Introduction: Protein ubiquitylation is an important post-translational modification (PTM), which is considered to be one of the most important processes regulating cell function and various diseases. Therefore, accurate prediction of ubiquitylation proteins and their PTM sites is of great significance for the study of basic biological processes and the development of related drugs. Researchers have developed some large-scale computational methods to predict ubiquitylation sites, but there is still much room for improvement. Much of the research related to ubiquitylation is cross-species while the life pattern is diversified, and the prediction method always shows its specificity in practical application. This study just aims at the issue of plants and has constructed computational methods for identifying ubiquitylation protein and ubiquitylation sites. Method: In this work, we constructed two predictive models to identify plant ubiquitylation proteins and sites. First, in the ubiquitylation proteins prediction model, in order to better reflect protein sequence information and obtain better prediction results, the KNN scoring matrix model based on functional domain Gene Ontology (GO) annotation and word embedding model, i.e. Skip-Gram and Continuous Bag of Words (CBOW), are used to extract the features, and the light gradient boosting machine (LGBM) is selected as the ubiquitylation proteins prediction engine. Results: As a result, accuracy (ACC), Precision, recall rate (Recall), F1_score and AUC are respectively 85.12%, 80.96%, 72.80%, 76.37% and 0.9193 in the 10-fold cross-validations on independent dataset. In the ubiquitylation sites prediction model, Skip-Gram, CBOW and enhanced amino acid composition (EAAC) feature extraction codes were used to extract protein sequence fragment features, and the predicted results on training and independent test data have also achieved good performance.
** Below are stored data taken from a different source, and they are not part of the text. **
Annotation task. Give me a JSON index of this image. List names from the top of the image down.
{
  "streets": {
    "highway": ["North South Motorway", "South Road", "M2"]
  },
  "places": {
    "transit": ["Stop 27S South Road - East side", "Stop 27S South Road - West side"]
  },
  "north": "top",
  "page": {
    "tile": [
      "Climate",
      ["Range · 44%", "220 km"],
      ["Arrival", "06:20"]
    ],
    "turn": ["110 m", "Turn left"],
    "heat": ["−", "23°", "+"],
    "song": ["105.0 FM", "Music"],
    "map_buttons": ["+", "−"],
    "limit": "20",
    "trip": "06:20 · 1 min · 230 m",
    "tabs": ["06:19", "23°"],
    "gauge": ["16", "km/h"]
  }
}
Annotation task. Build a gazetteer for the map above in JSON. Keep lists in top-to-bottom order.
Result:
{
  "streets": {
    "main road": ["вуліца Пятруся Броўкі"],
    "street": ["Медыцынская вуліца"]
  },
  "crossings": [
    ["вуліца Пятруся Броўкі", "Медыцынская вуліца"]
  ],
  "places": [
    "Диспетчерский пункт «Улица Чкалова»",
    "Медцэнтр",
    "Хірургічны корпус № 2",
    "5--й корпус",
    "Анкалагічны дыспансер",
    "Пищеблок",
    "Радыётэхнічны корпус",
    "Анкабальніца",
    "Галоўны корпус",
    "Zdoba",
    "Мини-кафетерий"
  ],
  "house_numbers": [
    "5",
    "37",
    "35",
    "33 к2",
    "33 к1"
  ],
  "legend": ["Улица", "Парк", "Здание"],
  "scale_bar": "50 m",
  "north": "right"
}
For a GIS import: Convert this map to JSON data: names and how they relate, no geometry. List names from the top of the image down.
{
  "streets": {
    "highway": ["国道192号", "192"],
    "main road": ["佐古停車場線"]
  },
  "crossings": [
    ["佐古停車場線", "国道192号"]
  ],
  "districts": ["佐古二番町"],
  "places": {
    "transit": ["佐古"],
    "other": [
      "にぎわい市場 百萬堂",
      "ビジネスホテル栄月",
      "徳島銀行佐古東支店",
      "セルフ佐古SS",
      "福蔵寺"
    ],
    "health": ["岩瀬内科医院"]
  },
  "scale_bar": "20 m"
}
Conclusion: In a word, the comparison results demonstrate that our models have a decided advantage in predicting ubiquitylation proteins and sites, and it may provide useful insights for studying the mechanisms and modulation of ubiquitination pathways

查看原文本刊更多论文

融合多特征预测植物泛素化蛋白和位点

蛋白质泛素化是一种重要的翻译后修饰(post-translational modification, PTM)，被认为是调节细胞功能和各种疾病的重要过程之一。因此，准确预测泛素化蛋白及其PTM位点，对于基础生物学过程的研究和相关药物的开发具有重要意义。研究人员已经开发了一些大规模的计算方法来预测泛素化位点，但仍有很大的改进空间。与泛素化相关的研究多为跨物种研究，且生命模式多样，预测方法在实际应用中往往显示出其特殊性。本研究针对植物的问题，构建了识别泛素化蛋白和泛素化位点的计算方法。方法:建立了植物泛素化蛋白和位点的预测模型。首先，在泛素化蛋白预测模型中，为了更好地反映蛋白质序列信息，获得更好的预测结果，采用基于功能域基因本体(GO)标注的KNN评分矩阵模型和基于Skip-Gram和连续词包(CBOW)的词嵌入模型进行特征提取，并选择光梯度增强机(LGBM)作为泛素化蛋白预测引擎。结果:独立数据集上10倍交叉验证的准确率(ACC)、精密度(Precision)、召回率(recall)、F1_score和AUC分别为85.12%、80.96%、72.80%、76.37%和0.9193。在泛素化位点预测模型中，采用Skip-Gram、CBOW和enhanced amino acid composition (EAAC)特征提取代码提取蛋白质序列片段特征，在训练数据和独立测试数据上的预测结果也取得了较好的效果。结论:比较结果表明，我们的模型在预测泛素化蛋白和位点方面具有明显的优势，为研究泛素化途径的机制和调控提供了有益的见解

本文章由计算机程序翻译，如有差异，请以英文原文为准。

求助全文

约1分钟内获得全文求助全文

来源期刊

Current Bioinformatics 生物-生化研究方法

CiteScore

6.60

自引率

2.50%

发文量

审稿时长

>12 weeks

期刊介绍： Current Bioinformatics aims to publish all the latest and outstanding developments in bioinformatics. Each issue contains a series of timely, in-depth/mini-reviews, research papers and guest edited thematic issues written by leaders in the field, covering a wide range of the integration of biology with computer and information science. The journal focuses on advances in computational molecular/structural biology, encompassing areas such as computing in biomedicine and genomics, computational proteomics and systems biology, and metabolic pathway engineering. Developments in these fields have direct implications on key issues related to health care, medicine, genetic disorders, development of agricultural products, renewable energy, environmental protection, etc.